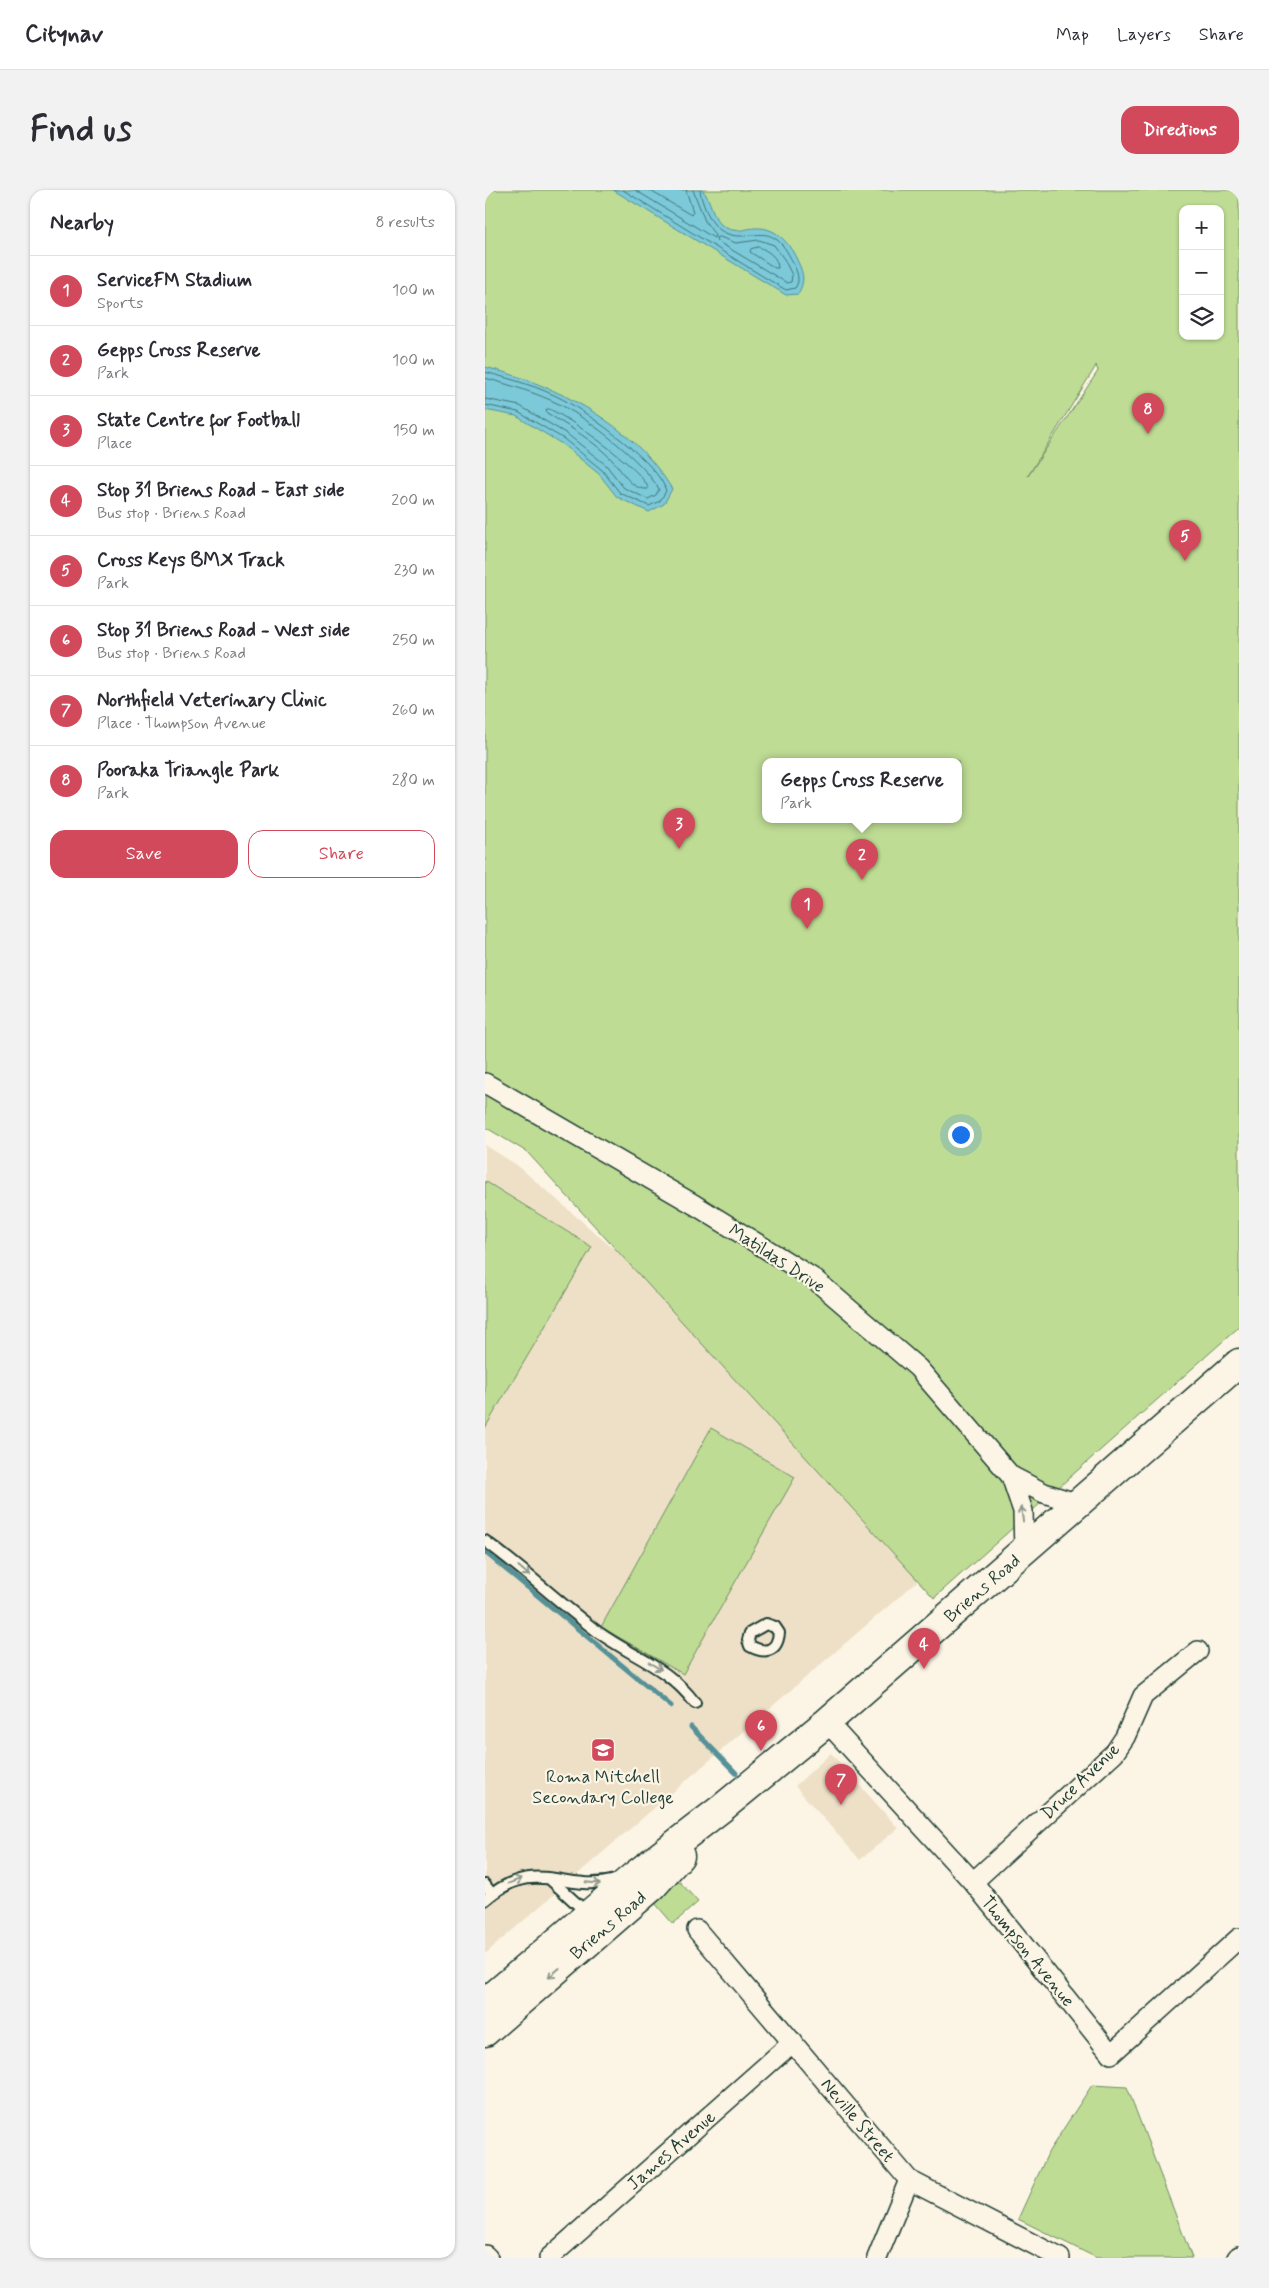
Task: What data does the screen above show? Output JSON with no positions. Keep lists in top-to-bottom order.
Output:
{
  "streets": {
    "main road": ["Briens Road"],
    "street": [
      "Matildas Drive",
      "Druce Avenue",
      "Thompson Avenue",
      "Neville Street",
      "James Avenue"
    ]
  },
  "crossings": [
    ["Matildas Drive", "Briens Road"],
    ["Briens Road", "Thompson Avenue"],
    ["Druce Avenue", "Thompson Avenue"],
    ["Neville Street", "James Avenue"]
  ],
  "places": {
    "school or university": ["Roma Mitchell Secondary College"]
  },
  "page": {
    "header": "Citynav",
    "nav": ["Map", "Layers", "Share"],
    "buttons": [
      "Directions",
      ["Save", "Share"]
    ],
    "title": "Find us",
    "heading": ["Nearby", "8 results"],
    "map_buttons": ["+", "−"],
    "list": [
      {
        "mark": "1",
        "name": "ServiceFM Stadium",
        "note": "Sports",
        "value": "100 m"
      },
      {
        "mark": "2",
        "name": "Gepps Cross Reserve",
        "note": "Park",
        "value": "100 m"
      },
      {
        "mark": "3",
        "name": "State Centre for Football",
        "note": "Place",
        "value": "150 m"
      },
      {
        "mark": "4",
        "name": "Stop 31 Briens Road - East side",
        "note": "Bus stop · Briens Road",
        "value": "200 m"
      },
      {
        "mark": "5",
        "name": "Cross Keys BMX Track",
        "note": "Park",
        "value": "230 m"
      },
      {
        "mark": "6",
        "name": "Stop 31 Briens Road - West side",
        "note": "Bus stop · Briens Road",
        "value": "250 m"
      },
      {
        "mark": "7",
        "name": "Northfield Veterinary Clinic",
        "note": "Place · Thompson Avenue",
        "value": "260 m"
      },
      {
        "mark": "8",
        "name": "Pooraka Triangle Park",
        "note": "Park",
        "value": "280 m"
      }
    ],
    "pins": [
      "8",
      "5",
      "3",
      "2",
      "1",
      "4",
      "6",
      "7"
    ],
    "popup": ["Gepps Cross Reserve", "Park"]
  }
}
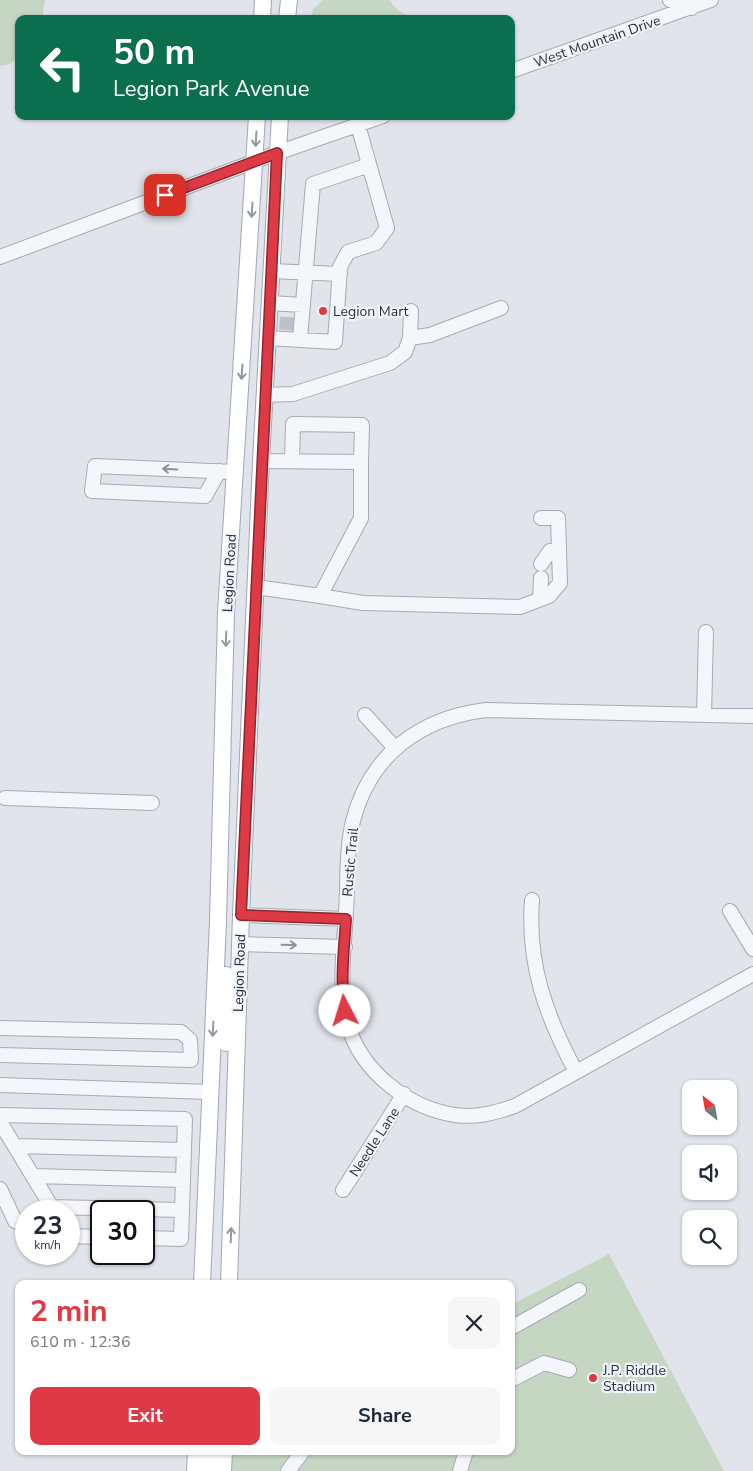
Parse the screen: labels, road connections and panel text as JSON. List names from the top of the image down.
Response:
{
  "streets": {
    "main road": ["Legion Road"],
    "street": ["West Mountain Drive", "Rustic Trail", "Needle Lane"]
  },
  "crossings": [
    ["Rustic Trail", "Needle Lane"]
  ],
  "places": ["Legion Mart", "J.P. Riddle Stadium"],
  "north": "top left",
  "page": {
    "turn": ["50 m", "Legion Park Avenue"],
    "speed": "23 km/h",
    "limit": "30",
    "heading": ["2 min", "610 m · 12:36"],
    "buttons": ["Exit", "Share"]
  }
}
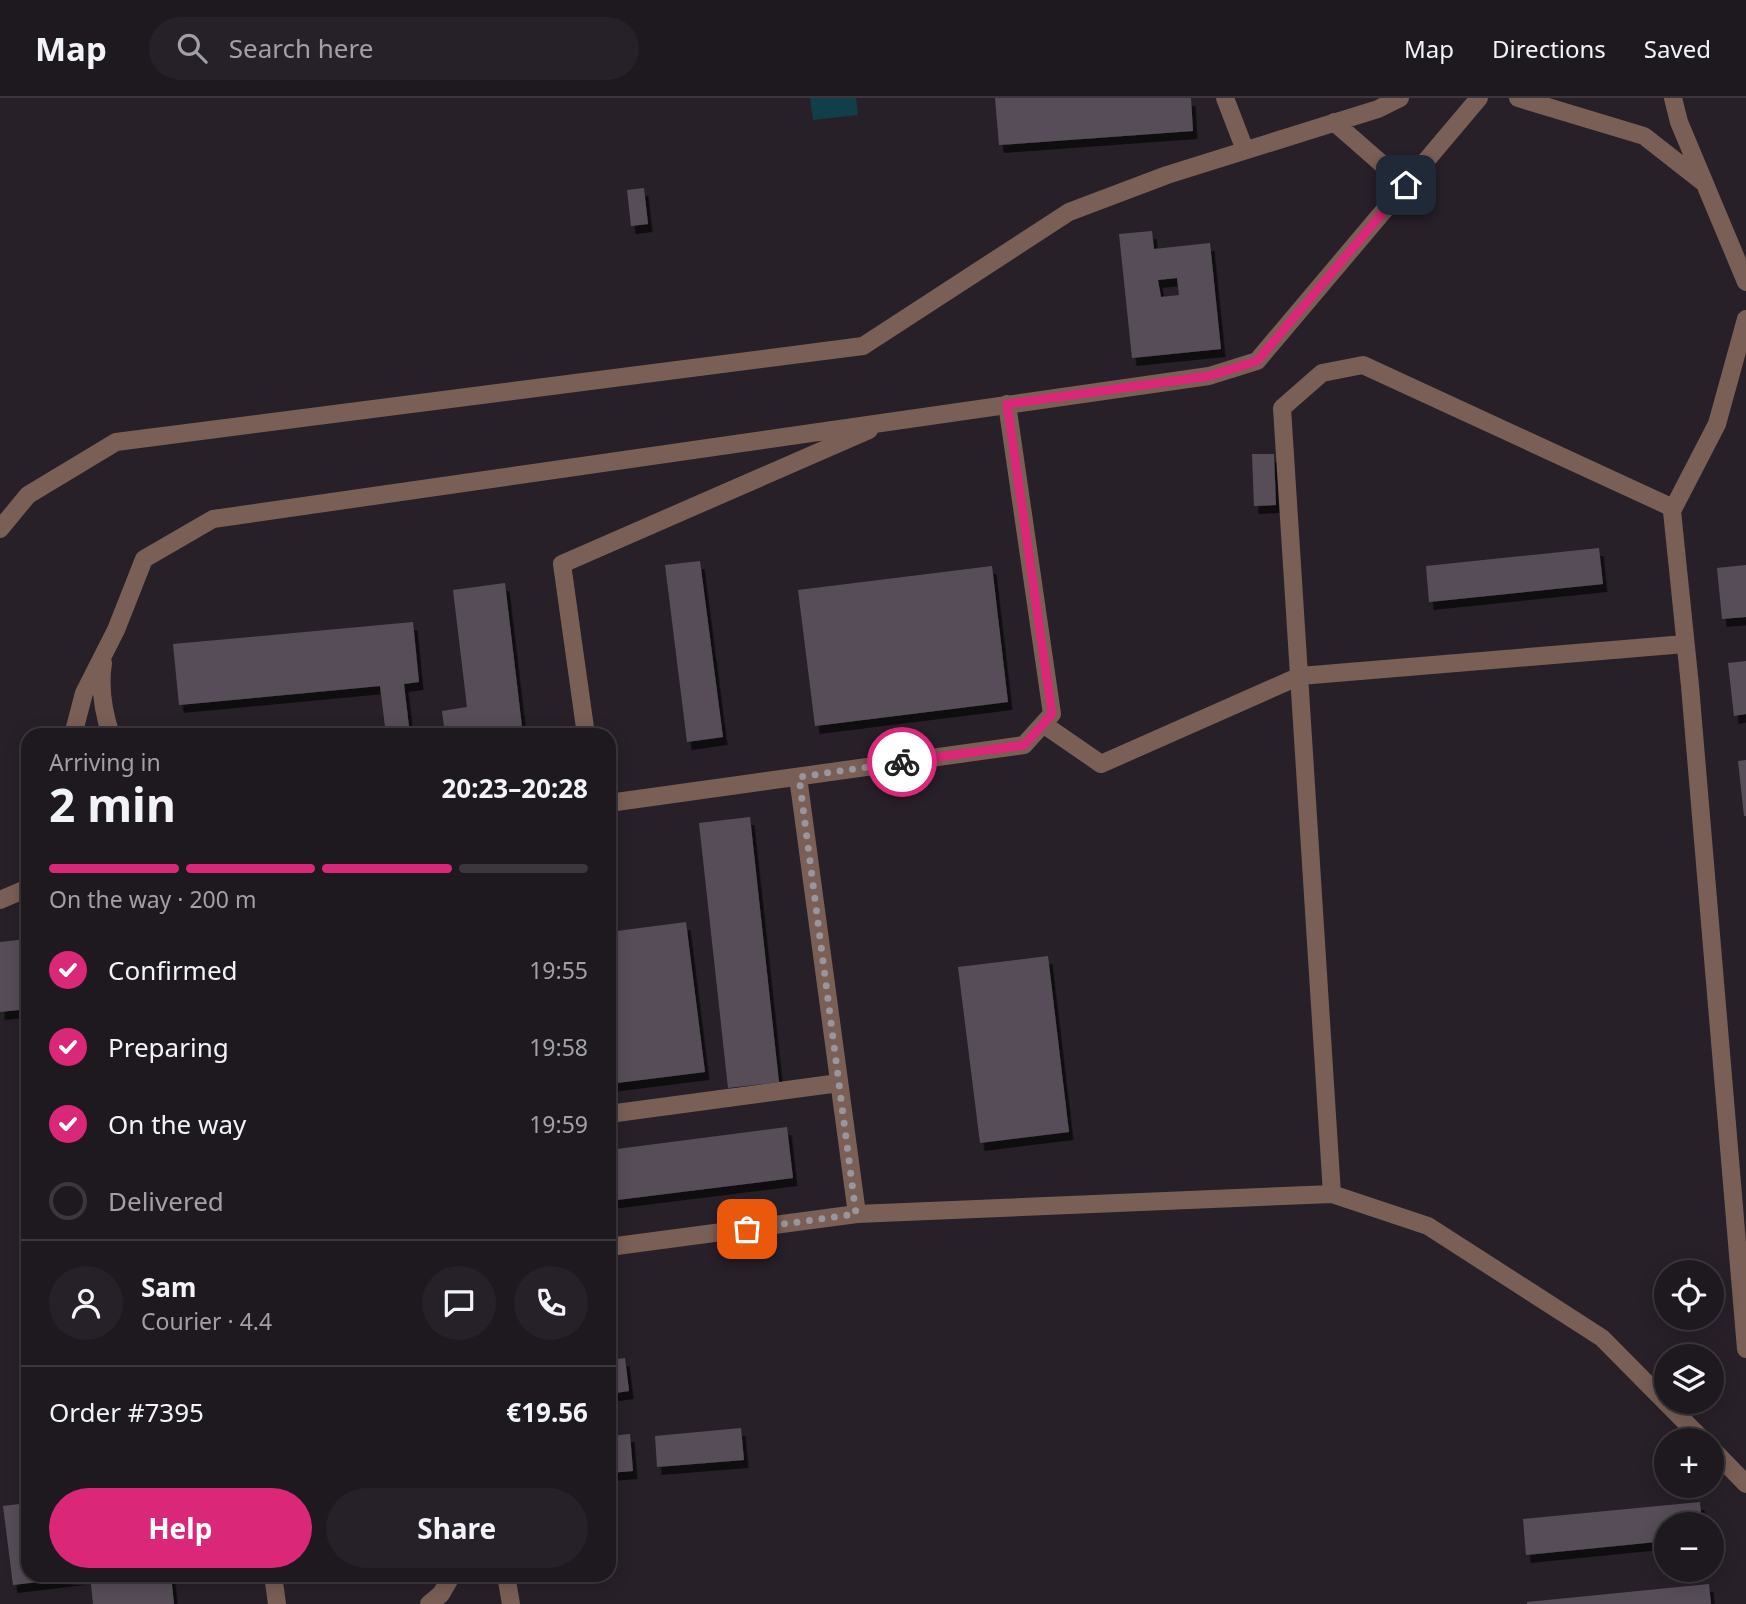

────────────────

_HOW TO COMPLETE THIS TASK_. The records above are to be set down exactly as written, with no images.

_YOUR RESPONSE_.
Task: What data does the screen above show? Output JSON with no positions. Keep lists in top-to-bottom order.
Output:
{
  "streets": {
    "main road": ["Briens Road"],
    "street": [
      "Matildas Drive",
      "Druce Avenue",
      "Thompson Avenue",
      "Neville Street",
      "James Avenue"
    ]
  },
  "crossings": [
    ["Matildas Drive", "Briens Road"],
    ["Briens Road", "Thompson Avenue"],
    ["Druce Avenue", "Thompson Avenue"],
    ["Neville Street", "James Avenue"]
  ],
  "places": {
    "school or university": ["Roma Mitchell Secondary College"]
  },
  "page": {
    "header": "Citynav",
    "nav": ["Map", "Layers", "Share"],
    "buttons": [
      "Directions",
      ["Save", "Share"]
    ],
    "title": "Find us",
    "heading": ["Nearby", "8 results"],
    "map_buttons": ["+", "−"],
    "list": [
      {
        "mark": "1",
        "name": "ServiceFM Stadium",
        "note": "Sports",
        "value": "100 m"
      },
      {
        "mark": "2",
        "name": "Gepps Cross Reserve",
        "note": "Park",
        "value": "100 m"
      },
      {
        "mark": "3",
        "name": "State Centre for Football",
        "note": "Place",
        "value": "150 m"
      },
      {
        "mark": "4",
        "name": "Stop 31 Briens Road - East side",
        "note": "Bus stop · Briens Road",
        "value": "200 m"
      },
      {
        "mark": "5",
        "name": "Cross Keys BMX Track",
        "note": "Park",
        "value": "230 m"
      },
      {
        "mark": "6",
        "name": "Stop 31 Briens Road - West side",
        "note": "Bus stop · Briens Road",
        "value": "250 m"
      },
      {
        "mark": "7",
        "name": "Northfield Veterinary Clinic",
        "note": "Place · Thompson Avenue",
        "value": "260 m"
      },
      {
        "mark": "8",
        "name": "Pooraka Triangle Park",
        "note": "Park",
        "value": "280 m"
      }
    ],
    "pins": [
      "8",
      "5",
      "3",
      "2",
      "1",
      "4",
      "6",
      "7"
    ],
    "popup": ["Gepps Cross Reserve", "Park"]
  }
}
Parse the screen: labels, road connections and panel text as JSON. List names from the top of the image down.
Response:
{
  "streets": {
    "main road": ["Legion Road"],
    "street": ["West Mountain Drive", "Rustic Trail", "Needle Lane"]
  },
  "crossings": [
    ["Rustic Trail", "Needle Lane"]
  ],
  "places": ["Legion Mart", "J.P. Riddle Stadium"],
  "north": "top left",
  "page": {
    "turn": ["50 m", "Legion Park Avenue"],
    "speed": "23 km/h",
    "limit": "30",
    "heading": ["2 min", "610 m · 12:36"],
    "buttons": ["Exit", "Share"]
  }
}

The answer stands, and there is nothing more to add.